Board members also volunteer time by working on short-term projects that benefit Planting Hope including working on the annual Solidarity Craft Fair, mentoring students participating in internships, and of course fundraising.

Here are the current members of the board of directors:


Emily Sloan, Chair

Emily began her interest and participation with Planting Hope in early 2008 when she and her daughter went on a service learning delegation. So impressed by the grassroots involvement and the true, respectful connection with host families, upon returning, Emily immediately filled a needed role as a board member. In November of 2009 Emily accepted an invitation to coordinate and lead a brigade of 30 to Nicaragua for a service delegation in February of 2010. As needed, Emily became a Vermont office administrator for Planting Hope for limited hours during the period of October of 2011 to November of 2012. Emily enjoys her role as a board member and especially helping with the annual craft fair and all other aspects of aiding with program ideas, brigade needs, and budget planning and hopes to be able to continue to develop ideas that support Planting Hope’s vision. Emily divides her profes sional work time between North Branch Nature Center and Central Vermont Home Health & Hospice, where she works as an LNA. She also mentors students in photography at both Montpelier High School and U-32 and volunteers at other local organizations as time allows.

Emily is passionate about giving back to both society and the issues and challenges facing our environmental world as she lives with her family in Worcester Vermont.


Beth Merrill, Founder

Beth Merrill grew up in Middlesex, VT, attending U-32 High School. While a student at Hamilton College, she spent a semester abroad in Nicaragua in an internship program, where she was able to practice her Spanish and came to appreciate the culture and lifestyle in Central American. Her internship consisted of teaching first grade to a group of students whose teacher was on maternity leave. Teaching first grade proved to be one of the most overwhelming, but also rewarding and formative experiences. Teaching 40 6-12 year olds she gained an appreciation for the human and material resources available in schools and libraries in the US. Needless to say, without books to teach kids reading, the job as a first grade teacher was difficult. This inspired Beth to pool the abundance of resources available in the US to make a difference in the lives of Nicaraguan kids and their teachers.

This difference became a reality in 2001, when Planting Hope was officially founded and continues today. Beth and her husband Joka, kids Ezra and Maizy time each year with their family in Nicaragua and the remainder of the year in Montpelier, Vermont.

Paul Angell, Treasurer

Paul is a semi-retired special educator who continues to work in area schools in a variety of capacities. He lives in a housing cooperative, likes to work on the land and sometimes takes in foster children. Since taking early retirement, he has started hiking the Appalachian Trail, taken extended boat trips on the inland waterways, traveled to Egypt, Central America and back to Cameroon, spent extended time with the extended family and served on the Planting Hope board of directors.
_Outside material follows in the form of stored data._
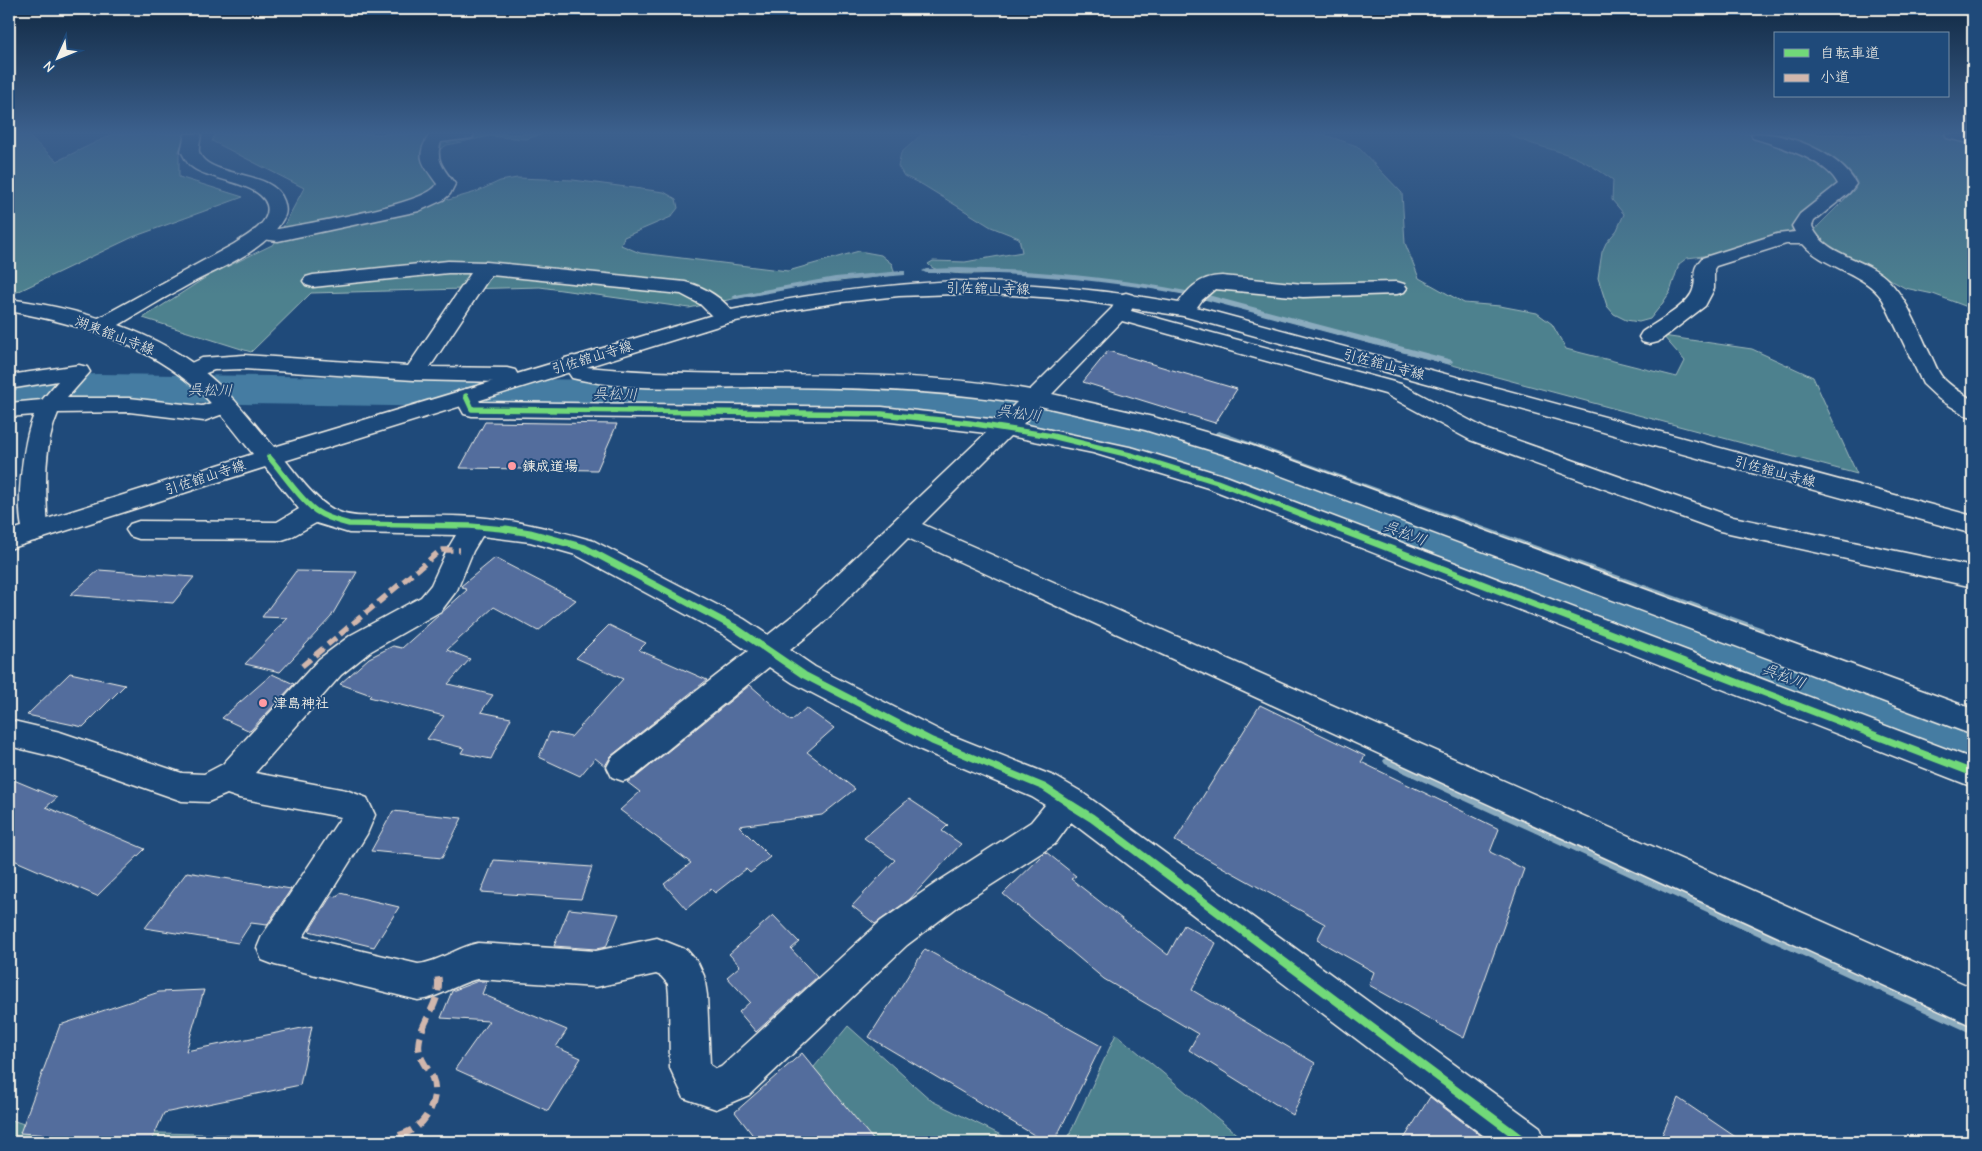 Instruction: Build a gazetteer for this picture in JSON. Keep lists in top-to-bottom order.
{
  "streets": {
    "street": ["引佐舘山寺線", "湖東舘山寺線"]
  },
  "crossings": [
    ["引佐舘山寺線", "湖東舘山寺線"]
  ],
  "water": ["呉松川"],
  "places": ["錬成道場", "津島神社"],
  "legend": ["自転車道", "小道"],
  "north": "bottom left"
} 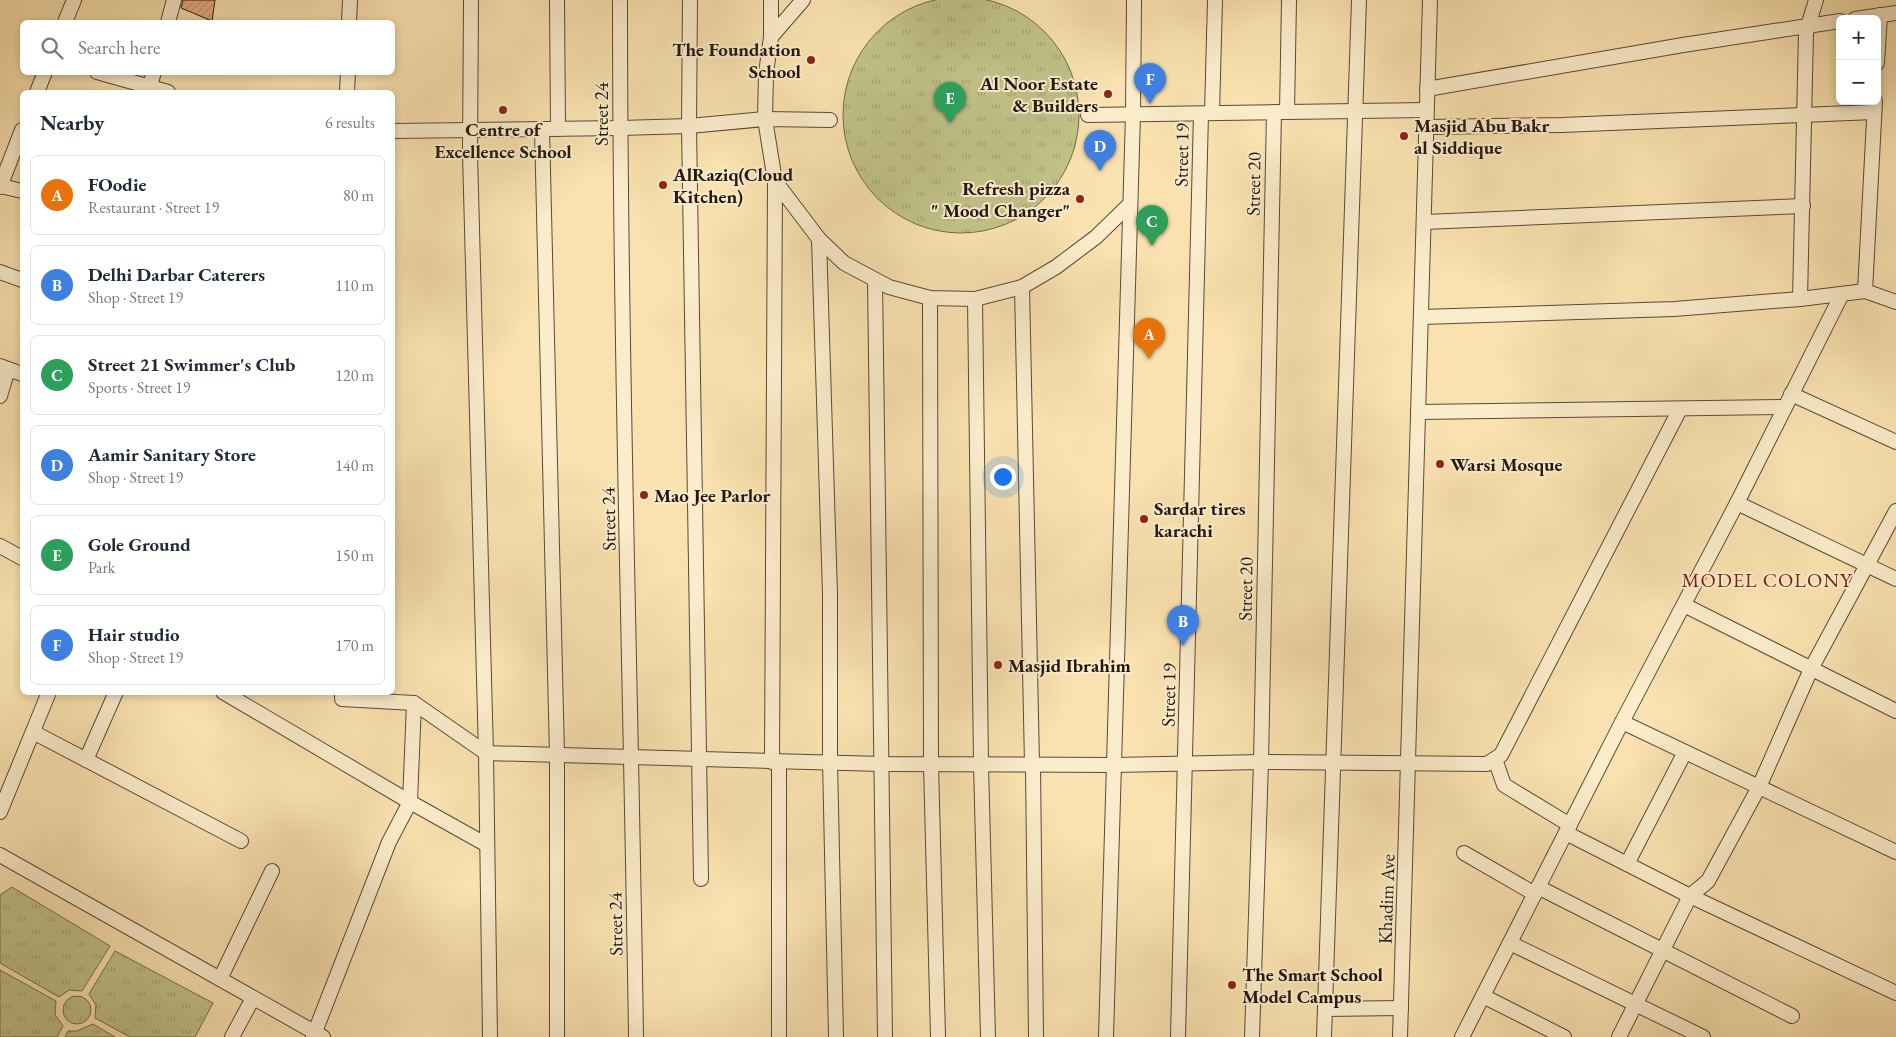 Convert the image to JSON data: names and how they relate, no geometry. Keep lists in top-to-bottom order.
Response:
{
  "streets": {
    "street": [
      "Street 24",
      "Street 19",
      "Street 20",
      "Khadim Ave"
    ]
  },
  "districts": ["MODEL COLONY"],
  "places": [
    "The Foundation School",
    "Al Noor Estate & Builders",
    "Centre of Excellence School",
    "Masjid Abu Bakr al Siddique",
    "AlRaziq(Cloud Kitchen)",
    "Refresh pizza \" Mood Changer\"",
    "Warsi Mosque",
    "Mao Jee Parlor",
    "Sardar tires karachi",
    "Masjid Ibrahim",
    "The Smart School Model Campus"
  ],
  "page": {
    "map_buttons": ["+", "−"],
    "search": "Search here",
    "pins": [
      "F",
      "E",
      "D",
      "C",
      "A",
      "B"
    ],
    "heading": ["Nearby", "6 results"],
    "list": [
      {
        "mark": "A",
        "name": "FOodie",
        "note": "Restaurant · Street 19",
        "value": "80 m"
      },
      {
        "mark": "B",
        "name": "Delhi Darbar Caterers",
        "note": "Shop · Street 19",
        "value": "110 m"
      },
      {
        "mark": "C",
        "name": "Street 21 Swimmer's Club",
        "note": "Sports · Street 19",
        "value": "120 m"
      },
      {
        "mark": "D",
        "name": "Aamir Sanitary Store",
        "note": "Shop · Street 19",
        "value": "140 m"
      },
      {
        "mark": "E",
        "name": "Gole Ground",
        "note": "Park",
        "value": "150 m"
      },
      {
        "mark": "F",
        "name": "Hair studio",
        "note": "Shop · Street 19",
        "value": "170 m"
      }
    ]
  }
}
Beth tells Paul they first met when he gave a presentation to her 7th grade class at U32 upon his return from Peace Corps in Cameroon, West Africa. Somehow, some eighteen years later Paul was getting off a bus in Matagalpa, Nicaragua and working with her and a contingent of Nicaraguans and other Central Vermonters K.C. Whiteley and Sara Henderson – on the literal ground floor of what was to become the La Chispa Library. In the ten plus years since that trip, Paul had stayed loosely in touch and then got integrally involved again in 2010 when he returned with a large and lively multi-generational delegation. Paul was amazed by the progress that had been made and the vital part of the community the library had become. He was pleased to reunite with his original home-stay family and find one of the daughters grown up and working for Planting Hope.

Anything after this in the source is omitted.